Instead of New York my second major ended up being Tokyo the following February. I’ve written about my recovery and training in my Tokyo race report so I won’t bore you with it here. Suffice to say, it was an amazing experience from start to finish and the Eagles I’ve spoken to that have run it since have said the same – the city, the atmosphere and the people make it an unforgettable trip with locals amazed that you would want to visit their city and going out of their way to welcome you.
Post-Tokyo with some random bloke we met on the street
A rather damp Berlin in front of the Reichstag
Third up was Berlin that autumn. Fully recovered I had optimistically targeted 3:15 and upped my training considerably. Anyone who follows me on Strava will have noticed that since the start of my training for Berlin I have an almost OCD approach to doing every training session scheduled, on the day it’s scheduled, at a scheduled metronomic pace. Ok, so there’s no “almost” about it, but sticking to this and not racing races for the sake of it during training has meant that I’ve got to the start line in each major feeling stronger than the one before.
Berlin always has that added buzz to it that you might just be in the same race where the world record is broken – I can’t think of any other sport where us mere mortals take part in the same event, in the same arena at the same time as the elites. That year Wilson Kipsang was rumoured to be targeting the record but failed to finish and a certain Eliud Kipchoge won but weather conditions put paid to the record and my 3:15. If rain and high humidity are a good enough excuse for not breaking the world record then it’s a good enough excuse for me.

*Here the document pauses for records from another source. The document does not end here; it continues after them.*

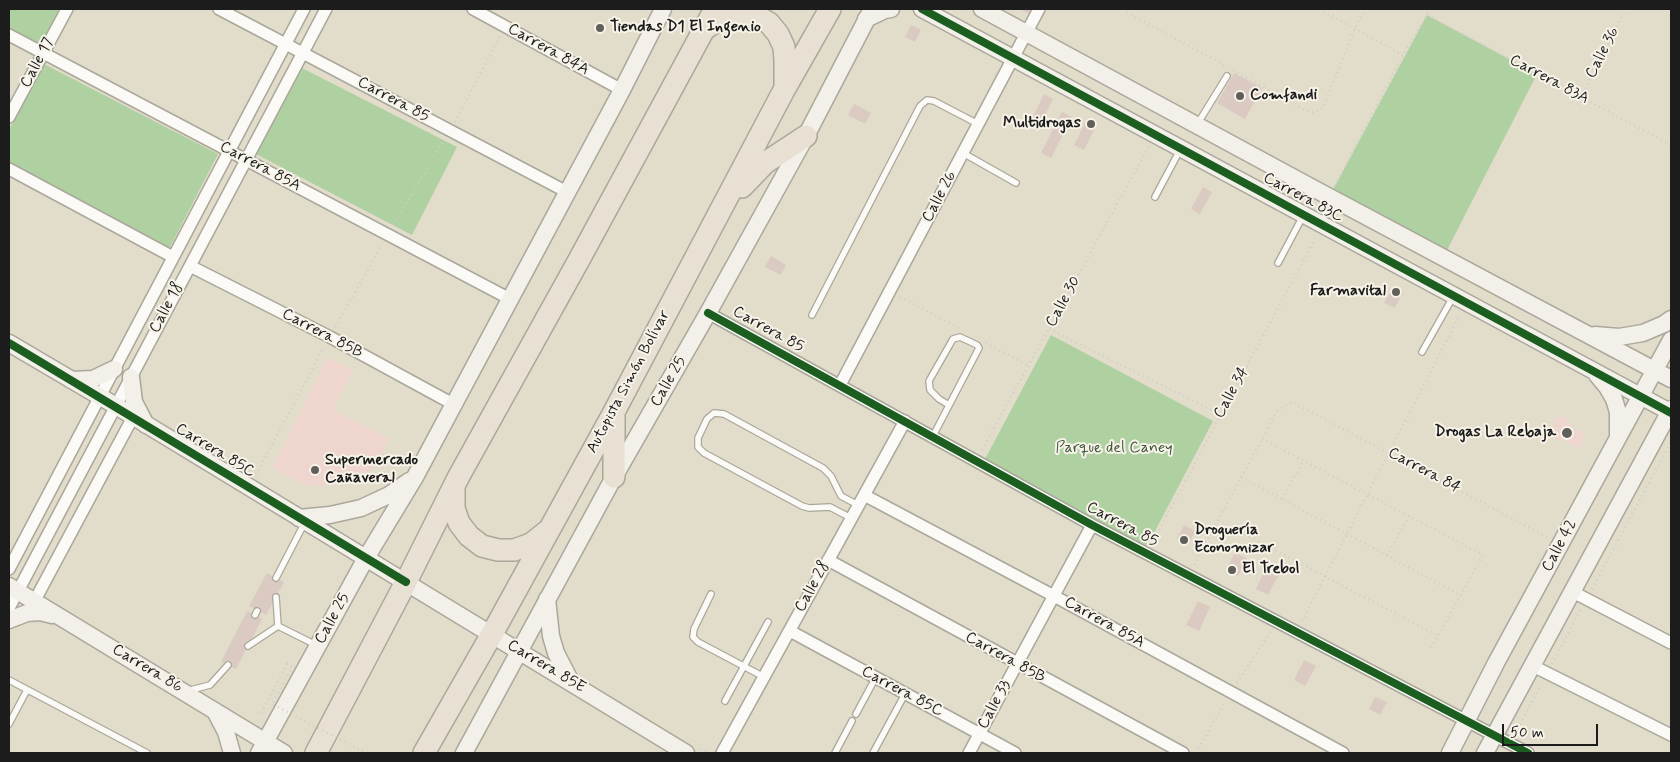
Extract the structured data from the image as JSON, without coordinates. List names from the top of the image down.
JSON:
{
  "streets": {
    "highway": ["Autopista Simón Bolívar"],
    "street": [
      "Carrera 84A",
      "Calle 17",
      "Carrera 85",
      "Carrera 85A",
      "Calle 26",
      "Carrera 83C",
      "Calle 18",
      "Carrera 85B",
      "Calle 25",
      "Carrera 85C",
      "Calle 42",
      "Calle 28",
      "Carrera 85E",
      "Carrera 86",
      "Calle 33"
    ],
    "path": [
      "Calle 36",
      "Carrera 83A",
      "Calle 30",
      "Calle 34",
      "Carrera 84"
    ]
  },
  "crossings": [
    ["Carrera 84A", "Calle 25"],
    ["Calle 36", "Carrera 83A"],
    ["Calle 17", "Carrera 85A"],
    ["Carrera 85", "Calle 26"],
    ["Carrera 85", "Calle 30"],
    ["Carrera 85", "Calle 18"],
    ["Carrera 85", "Calle 25"],
    ["Carrera 85", "Calle 34"],
    ["Carrera 85", "Calle 42"],
    ["Carrera 85", "Calle 28"],
    ["Carrera 85", "Calle 33"],
    ["Carrera 85A", "Calle 18"],
    ["Carrera 85A", "Calle 25"],
    ["Carrera 85A", "Calle 28"],
    ["Carrera 85A", "Calle 33"],
    ["Calle 26", "Carrera 83C"],
    ["Carrera 83C", "Calle 42"],
    ["Calle 18", "Carrera 85B"],
    ["Calle 18", "Carrera 85C"],
    ["Calle 18", "Carrera 86"],
    ["Carrera 85B", "Calle 25"],
    ["Carrera 85B", "Calle 28"],
    ["Carrera 85B", "Calle 33"],
    ["Autopista Simón Bolívar", "Carrera 85E"],
    ["Calle 25", "Carrera 85C"],
    ["Calle 25", "Carrera 85E"],
    ["Calle 25", "Carrera 86"],
    ["Carrera 85C", "Calle 28"],
    ["Carrera 85C", "Carrera 85E"],
    ["Carrera 85C", "Calle 33"]
  ],
  "parks": ["Parque del Caney"],
  "places": [
    "Tiendas D1 El Ingenio",
    "Comfandi",
    "Multidrogas",
    "Farmavital",
    "Drogas La Rebaja",
    "Supermercado Cañaveral",
    "Droguería Economizar",
    "El Trebol"
  ],
  "scale_bar": "50 m"
}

Still, ending up with a big PB, a large post-race pizza and a few steins of beer on Unter den Linden with a flock of fellow Eagles more than made up for it.
Next up was my deferred New York entry from the previous year. Having run Berlin six weeks before I went into this one with the target of taking it easy and enjoying it – do the first 20 miles in 8 minute miles and then slow down for the last 6.2 and soak up the atmosphere. It’s amazing the difference it makes when you’re running well within yourself rather than constantly trying to set a new PB in a race whether it’s a parkrun or a marathon. I enjoyed every minute of it with the exception of the Queensboro Bridge between 15 and 16 miles which was an absolute killer even at training pace. The last two miles through Central Park were truly memorable.
New York easily has the best on-course support of any of the majors. Other than when you’re on the bridges, there isn’t a road that isn’t lined at least 2 or 3 deep on both sides which helped overcome the miserable weather. From the Verrazzano-Narrows Bridge right at the start of the race you should have majestic views over the Statue of Liberty and New York skyline but the driving rain and mist meant we could only see about halfway across the bridge. I didn’t realise until we were on the ferry to the statue the next day how close we’d been to it but it was completely obscured.
Chicago race day
I had a brief diversion from the majors to run Vienna in spring 2018 in 30°c heat but got back on the chase in the autumn with Chicago. Qualifying to be in Corral B was quite an experience and pretty daunting. I could just about make out the elites up ahead and looking around at the other runners in the pen was rather intimidating – I felt a serious case of imposter syndrome. Another attempt at a big PB was thwarted by torrential rain and howling gales (anyone starting to notice a pattern here?). It was probably better than the heatwave they’d had the previous year and, to be fair, it was as much my over-ambitious push from halfway to 20 miles as the weather so I can’t really complain about ending up with a 10 second PB instead of the 10 minute one I’d imagined.
And finally to Boston.
Up until this point I couldn’t tell people which of the majors had been my favourite but even on the Saturday, two days before the race, I could tell this was going be special. Yes, the fact it was my final major might have helped but, even without that, there is just something special about Boston in race week. The other majors have huge crowds, big expos, but seem to be confined just to the race route and the “fans” whereas the Boston marathon seems to simply take over the entire city and suburbs. Shops, restaurants, bars all have marathon specials and every person you meet is running, has run it or is congratulating you on running. Everywhere you look there are Boston Marathon celebration jackets from years gone by mixed in with the current edition. They even go to the extent of repainting the finish line once the race has finished so people can spend the next week being photographed on it.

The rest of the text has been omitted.